Problem details:
Go through the records below and return each line that has "linecap" in it.

START Dataset extract

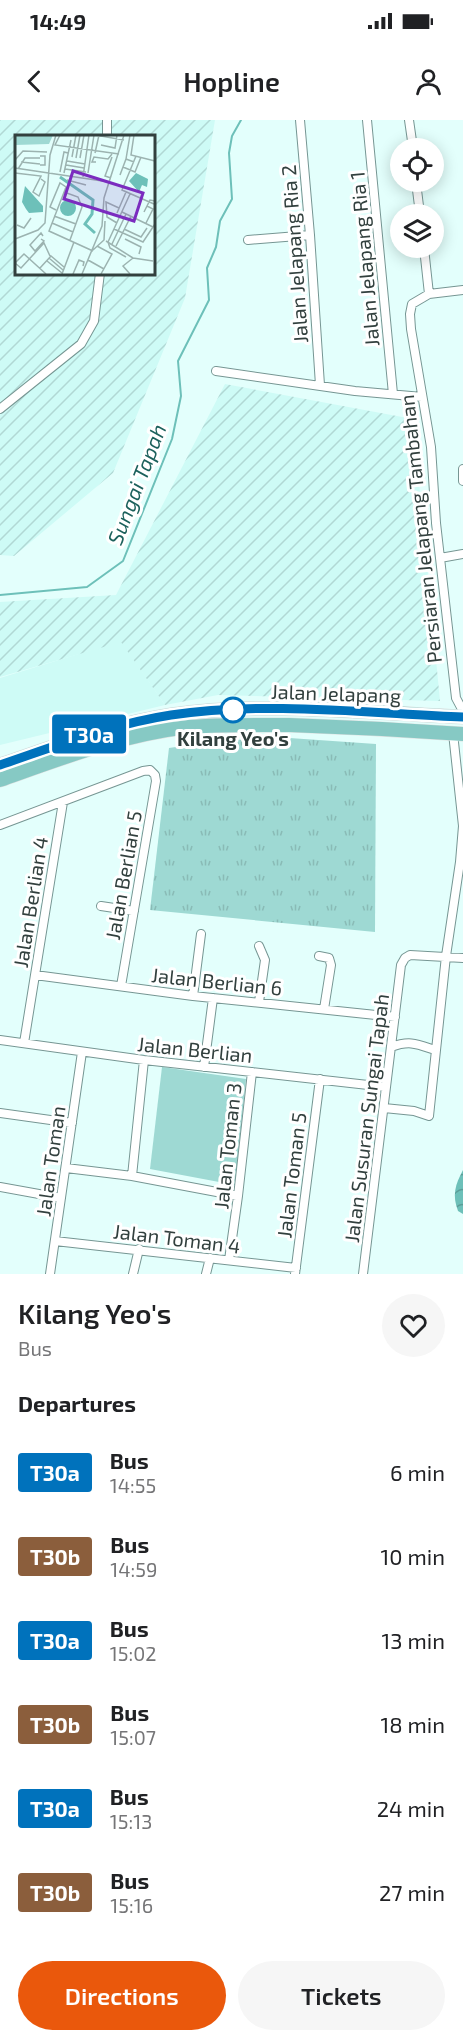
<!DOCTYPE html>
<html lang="en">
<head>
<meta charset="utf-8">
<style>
  body { margin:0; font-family:"Exo 2",sans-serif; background:#f6f6f6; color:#202124; height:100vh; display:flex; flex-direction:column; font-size:22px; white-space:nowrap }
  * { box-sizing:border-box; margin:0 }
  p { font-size:20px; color:#757577 }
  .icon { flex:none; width:33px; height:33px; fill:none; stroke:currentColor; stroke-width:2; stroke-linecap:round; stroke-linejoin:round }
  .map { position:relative; height:1154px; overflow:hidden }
  .panel { display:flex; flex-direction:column; background:#fff; flex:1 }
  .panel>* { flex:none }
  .badge { padding:0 12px; border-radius:4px; font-size:21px; line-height:39px }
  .controls { position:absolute; left:390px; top:18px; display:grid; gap:12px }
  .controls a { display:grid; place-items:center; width:54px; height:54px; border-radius:50%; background:#fff; box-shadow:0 3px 15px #0003; font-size:30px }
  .map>.badge { position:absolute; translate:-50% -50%; box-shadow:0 0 0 3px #fff }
  h2 { padding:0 18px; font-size:22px; line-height:54px }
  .round { display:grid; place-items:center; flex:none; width:63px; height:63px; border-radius:32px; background:#f6f6f6 }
  .head { display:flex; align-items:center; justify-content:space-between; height:102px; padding:0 18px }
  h1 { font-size:28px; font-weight:600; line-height:45px }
  .primary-button { display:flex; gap:12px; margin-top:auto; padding:12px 18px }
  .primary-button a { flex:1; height:69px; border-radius:36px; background:#ea580c; color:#fff; font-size:24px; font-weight:600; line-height:69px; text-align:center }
  .primary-button a+a { background:#f6f6f6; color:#202124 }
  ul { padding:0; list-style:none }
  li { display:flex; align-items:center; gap:18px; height:84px; padding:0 18px }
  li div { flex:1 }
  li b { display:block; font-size:22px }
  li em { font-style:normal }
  li .badge { min-width:66px; font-weight:700; text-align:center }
  .status { display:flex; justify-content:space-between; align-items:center; height:42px; padding:0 30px; background:#fff; direction:ltr }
  .status svg { height:16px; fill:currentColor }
  header { display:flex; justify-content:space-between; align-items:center; height:78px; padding:0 18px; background:#fff; font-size:27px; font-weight:600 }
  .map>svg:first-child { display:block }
  .built { fill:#cefbf6 }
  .industrial { fill:url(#industrial-furrows); fill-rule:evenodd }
  .grass { fill:url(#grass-tufts) }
  .park { fill:#9ed9d3 }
  .water { fill:url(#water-waves) }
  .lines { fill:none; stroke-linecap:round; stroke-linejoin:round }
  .stream { stroke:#6dc0b9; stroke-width:2 }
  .street-casing { stroke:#769693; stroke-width:10 }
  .primary-casing { stroke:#dee0e0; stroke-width:15 }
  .street { stroke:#fff; stroke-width:8 }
  .primary { stroke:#86c9c4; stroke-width:14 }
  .line-casing { stroke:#fff; stroke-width:14 }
  .line { stroke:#0072bc; stroke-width:9 }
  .stop-dot { fill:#fff; stroke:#0072bc; stroke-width:3 }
  .labels { text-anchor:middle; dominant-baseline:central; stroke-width:6; stroke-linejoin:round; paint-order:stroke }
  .street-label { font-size:20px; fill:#32403e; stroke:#fff }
  .stop-label { font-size:20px; font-weight:bold; fill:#32403e; stroke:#fff }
  .water-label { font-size:21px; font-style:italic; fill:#1c615c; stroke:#fff }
  .inset-river { fill:none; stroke:#6dc0b9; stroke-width:3 }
  .inset-road { fill:none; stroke:#9cb3b0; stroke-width:1.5 }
  .view { fill:#7b2cbf; fill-opacity:0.15; stroke:#7b2cbf; stroke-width:3 }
  .inset-edge { fill:none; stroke:#32403e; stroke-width:3 }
</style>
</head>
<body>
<div class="status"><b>14:49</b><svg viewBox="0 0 49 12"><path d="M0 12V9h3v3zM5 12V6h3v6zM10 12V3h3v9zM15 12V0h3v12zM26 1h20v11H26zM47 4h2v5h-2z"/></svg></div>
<header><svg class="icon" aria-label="back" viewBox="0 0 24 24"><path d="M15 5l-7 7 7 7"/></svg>Hopline<svg class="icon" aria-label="person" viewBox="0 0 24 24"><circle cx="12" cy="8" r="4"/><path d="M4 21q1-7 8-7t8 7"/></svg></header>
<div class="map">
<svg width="463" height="1154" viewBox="0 0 463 1154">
  <defs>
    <pattern id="industrial-furrows" width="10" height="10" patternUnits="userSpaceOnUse" patternTransform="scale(1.5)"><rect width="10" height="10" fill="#cefbf6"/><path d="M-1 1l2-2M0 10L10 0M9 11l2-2" fill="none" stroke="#b1d8d4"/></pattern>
    <pattern id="grass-tufts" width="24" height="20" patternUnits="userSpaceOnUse" patternTransform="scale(1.5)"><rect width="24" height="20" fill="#9ed9d3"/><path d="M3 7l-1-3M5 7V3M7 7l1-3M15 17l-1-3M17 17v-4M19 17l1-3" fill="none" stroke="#89bbb6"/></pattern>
    <pattern id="water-waves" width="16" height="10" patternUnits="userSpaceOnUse" patternTransform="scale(1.5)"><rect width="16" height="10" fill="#6dc0b9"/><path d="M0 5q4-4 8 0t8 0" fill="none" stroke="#5a9d98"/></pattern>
  </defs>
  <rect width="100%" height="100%" fill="#e3fffc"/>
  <!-- built -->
  <path class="built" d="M121 521 165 585 0 625V558Z"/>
  <!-- industrial -->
  <path class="industrial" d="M0 0H215L185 178 113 353 14 436 0 435ZM16 16H153V153H16Z
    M225 264 413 299 440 581 218 575 165 585 121 522 0 557V482L116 475Z"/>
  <!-- grass -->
  <path class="grass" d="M275 617 376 624 375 812 150 790 169 628 210 622Z"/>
  <!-- park -->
  <path class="park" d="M162 947 246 959 235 1065 150 1049Z"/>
  <!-- water -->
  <path class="water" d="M463 1050V1094L458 1091C452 1075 455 1065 463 1050Z"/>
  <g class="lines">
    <!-- stream -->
    <path class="stream" d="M0 475 87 467 123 441 172 319 181 276 178 241 209 180 207 148 216 127 220 101 232 79 229 33 232 16 241 0"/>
    <defs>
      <path id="street" d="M300 0 310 115 320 265
        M367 0 393 274
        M409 0 413 28
        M107 16V0
        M416 62 420 94
        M248 120 310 115
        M424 128 429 174
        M463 170 429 174 412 184 410 194 411 209 431 327 436 403 456 578 463 591
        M216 251 355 271 422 277
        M0 289 81 224 94 201 100 153
        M463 349V361
        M440 438 463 434
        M0 705 143 651 150 650 155 655 156 661 121 866
        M101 786 134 791
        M319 836 329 838 331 845 324 889
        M35 855 193 876 395 897
        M193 876 201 814
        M259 882 265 840 259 826
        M0 920 144 940 386 967
        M24 923 63 682
        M391 927C410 920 417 924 435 930
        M204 947 213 878
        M384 988 414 991 429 996 446 836 460 742 463 706 453 613
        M0 993 72 1003
        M66 1048 132 1056 238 1076
        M132 1056 144 940
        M0 1067 61 1078
        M55 1121 296 1148
        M229 1140 238 1076 252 952
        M50 1154 82 932
        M133 1154 139 1129
        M206 1154 210 1138
        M295 1154 320 959
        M363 1154 401 845 405 838 410 835 463 838"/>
      <path id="primary" d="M0 645C56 626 112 604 171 595 263 581 370 593 463 597
        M0 660C62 638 124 614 189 607 223 604 256 605 289 605 347 607 405 610 463 614"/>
    </defs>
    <!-- street casing -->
    <use href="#street" class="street-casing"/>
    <!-- primary casing -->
    <use href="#primary" class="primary-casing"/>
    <!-- street -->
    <use href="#street" class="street"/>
    <!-- primary -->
    <use href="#primary" class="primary"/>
  </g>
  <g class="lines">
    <defs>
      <path id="line" d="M0 645C56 626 112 604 171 595 265 581 368 593 463 597"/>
    </defs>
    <!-- line casing -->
    <use href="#line" class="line-casing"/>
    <!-- line -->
    <use href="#line" class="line"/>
  </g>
  <!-- markers -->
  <circle class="stop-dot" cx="233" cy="590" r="12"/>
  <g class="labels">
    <!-- street labels -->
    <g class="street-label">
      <text transform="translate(294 134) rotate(-94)">Jalan Jelapang Ria 2</text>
      <text transform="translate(364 139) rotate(-95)">Jalan Jelapang Ria 1</text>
      <text transform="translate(420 409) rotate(-96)">Persiaran Jelapang Tambahan</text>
      <text transform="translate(336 573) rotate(2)">Jalan Jelapang</text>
      <text transform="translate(123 755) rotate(-80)">Jalan Berlian 5</text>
      <text transform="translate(30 782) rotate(-81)">Jalan Berlian 4</text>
      <text transform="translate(217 861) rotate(6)">Jalan Berlian 6</text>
      <text transform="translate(195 929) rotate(6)">Jalan Berlian</text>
      <text transform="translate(366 998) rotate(-83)">Jalan Susuran Sungai Tapah</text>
      <text transform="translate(227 1026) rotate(-84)">Jalan Toman 3</text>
      <text transform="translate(50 1041) rotate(-82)">Jalan Toman</text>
      <text transform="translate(291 1055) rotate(-83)">Jalan Toman 5</text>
      <text transform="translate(177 1118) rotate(7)">Jalan Toman 4</text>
    </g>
    <!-- stop labels -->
    <g class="stop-label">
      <text x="233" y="618">Kilang Yeo's</text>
    </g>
    <!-- water labels -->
    <g class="water-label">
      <text transform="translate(136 364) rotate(-69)">Sungai Tapah</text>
    </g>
  </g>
  <!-- overview -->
  <g transform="translate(15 15)">
    <rect width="140" height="140" fill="#e3fffc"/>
    <path d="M0 0H38L34 9 0 10Z" fill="#9ed9d3"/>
    <path d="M121 38 133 44 132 52 127 50 124 57 114 46ZM10 51 28 71V77L14 78 11 74 7 67ZM45 73a8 8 0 1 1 16 0a8 8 0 1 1-16 0Z" fill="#6dc0b9"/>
    <path class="inset-river" d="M45 42 78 65 77 79 70 89 80 98"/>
    <path class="inset-road" d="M45 0 40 10 104 19M80 0 109 5M119 0 116 20 140 26M86 10 100 13 102 0M80 18 84 0M121 21 107 55 139 69M57 22 61 0M61 23 65 0M65 23 69 0M111 24 115 0M0 25 8 16 32 17M52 26 70 29M6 27 25 29M81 27H77L79 22 93 24 97 19M25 30H30V21H25M51 30 69 33M108 32 120 37 126 22M0 33 94 47M3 34 10 23H25M50 34 71 37M45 37 49 17 53 18M0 38 26 41 18 57 24 61 30 47 26 44M49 38 56 5M73 38 79 0M105 40 111 24 119 27M68 42 74 0M96 43 90 41 97 22M52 45 71 50M49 57 63 62 67 72 55 105M41 75 35 72 45 48 51 52 34 96 78 116M107 77 138 92M129 77 135 65 140 66M102 78 111 57M39 81 61 89M37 88 58 97M102 88 92 82 91 67 104 73M131 88 138 74 132 71M2 90 9 93 16 83M99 94 128 107 140 89M109 94 126 102 132 93M0 104 23 95 30 88 35 20 41 0M26 104 29 106 20 116 15 110 26 98 28 101M110 104 126 112 124 119M91 106 118 123M93 107 115 59M93 107 95 113 111 122M97 109 111 79M82 111 97 119 86 139M101 111 116 81M78 115 89 105 90 86M34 123 48 135M118 123 138 126M73 125 89 134M32 126 47 138M0 128 6 133 29 108 35 121M0 128 9 119 31 139M25 133 36 121 49 132M47 139 59 107M58 139 64 125 69 127 68 131M67 139 87 91 89 63 109 0M115 139 108 131 118 123"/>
    <path class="view" d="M58 36 128 58 119 86 49 64Z"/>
    <rect width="140" height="140" class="inset-edge"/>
  </g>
</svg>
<div class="controls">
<a><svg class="icon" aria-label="locate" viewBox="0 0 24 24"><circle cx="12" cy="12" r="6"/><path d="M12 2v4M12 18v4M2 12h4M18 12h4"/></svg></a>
<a><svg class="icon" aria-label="layers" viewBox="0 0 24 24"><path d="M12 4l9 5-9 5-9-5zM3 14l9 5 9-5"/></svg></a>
</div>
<b class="badge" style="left:89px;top:614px;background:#0072bc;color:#fff">T30a</b>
</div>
<section class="panel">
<div class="head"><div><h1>Kilang Yeo's</h1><p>Bus</p></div><a class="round"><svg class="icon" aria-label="heart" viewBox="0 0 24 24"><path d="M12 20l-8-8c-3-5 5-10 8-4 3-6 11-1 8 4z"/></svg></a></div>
<h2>Departures</h2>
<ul>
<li><span class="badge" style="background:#0072bc;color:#fff">T30a</span><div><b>Bus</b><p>14:55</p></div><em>6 min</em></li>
<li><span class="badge" style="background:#8b5e3c;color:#fff">T30b</span><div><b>Bus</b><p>14:59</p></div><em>10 min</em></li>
<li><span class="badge" style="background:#0072bc;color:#fff">T30a</span><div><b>Bus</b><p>15:02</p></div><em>13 min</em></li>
<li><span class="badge" style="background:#8b5e3c;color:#fff">T30b</span><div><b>Bus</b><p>15:07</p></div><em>18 min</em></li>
<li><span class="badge" style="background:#0072bc;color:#fff">T30a</span><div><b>Bus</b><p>15:13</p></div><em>24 min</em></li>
<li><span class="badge" style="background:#8b5e3c;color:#fff">T30b</span><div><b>Bus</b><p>15:16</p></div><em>27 min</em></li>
</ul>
<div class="primary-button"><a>Directions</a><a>Tickets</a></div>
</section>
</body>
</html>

END Dataset extract

Output:
  .icon { flex:none; width:33px; height:33px; fill:none; stroke:currentColor; stroke-width:2; stroke-linecap:round; stroke-linejoin:round }
  .lines { fill:none; stroke-linecap:round; stroke-linejoin:round }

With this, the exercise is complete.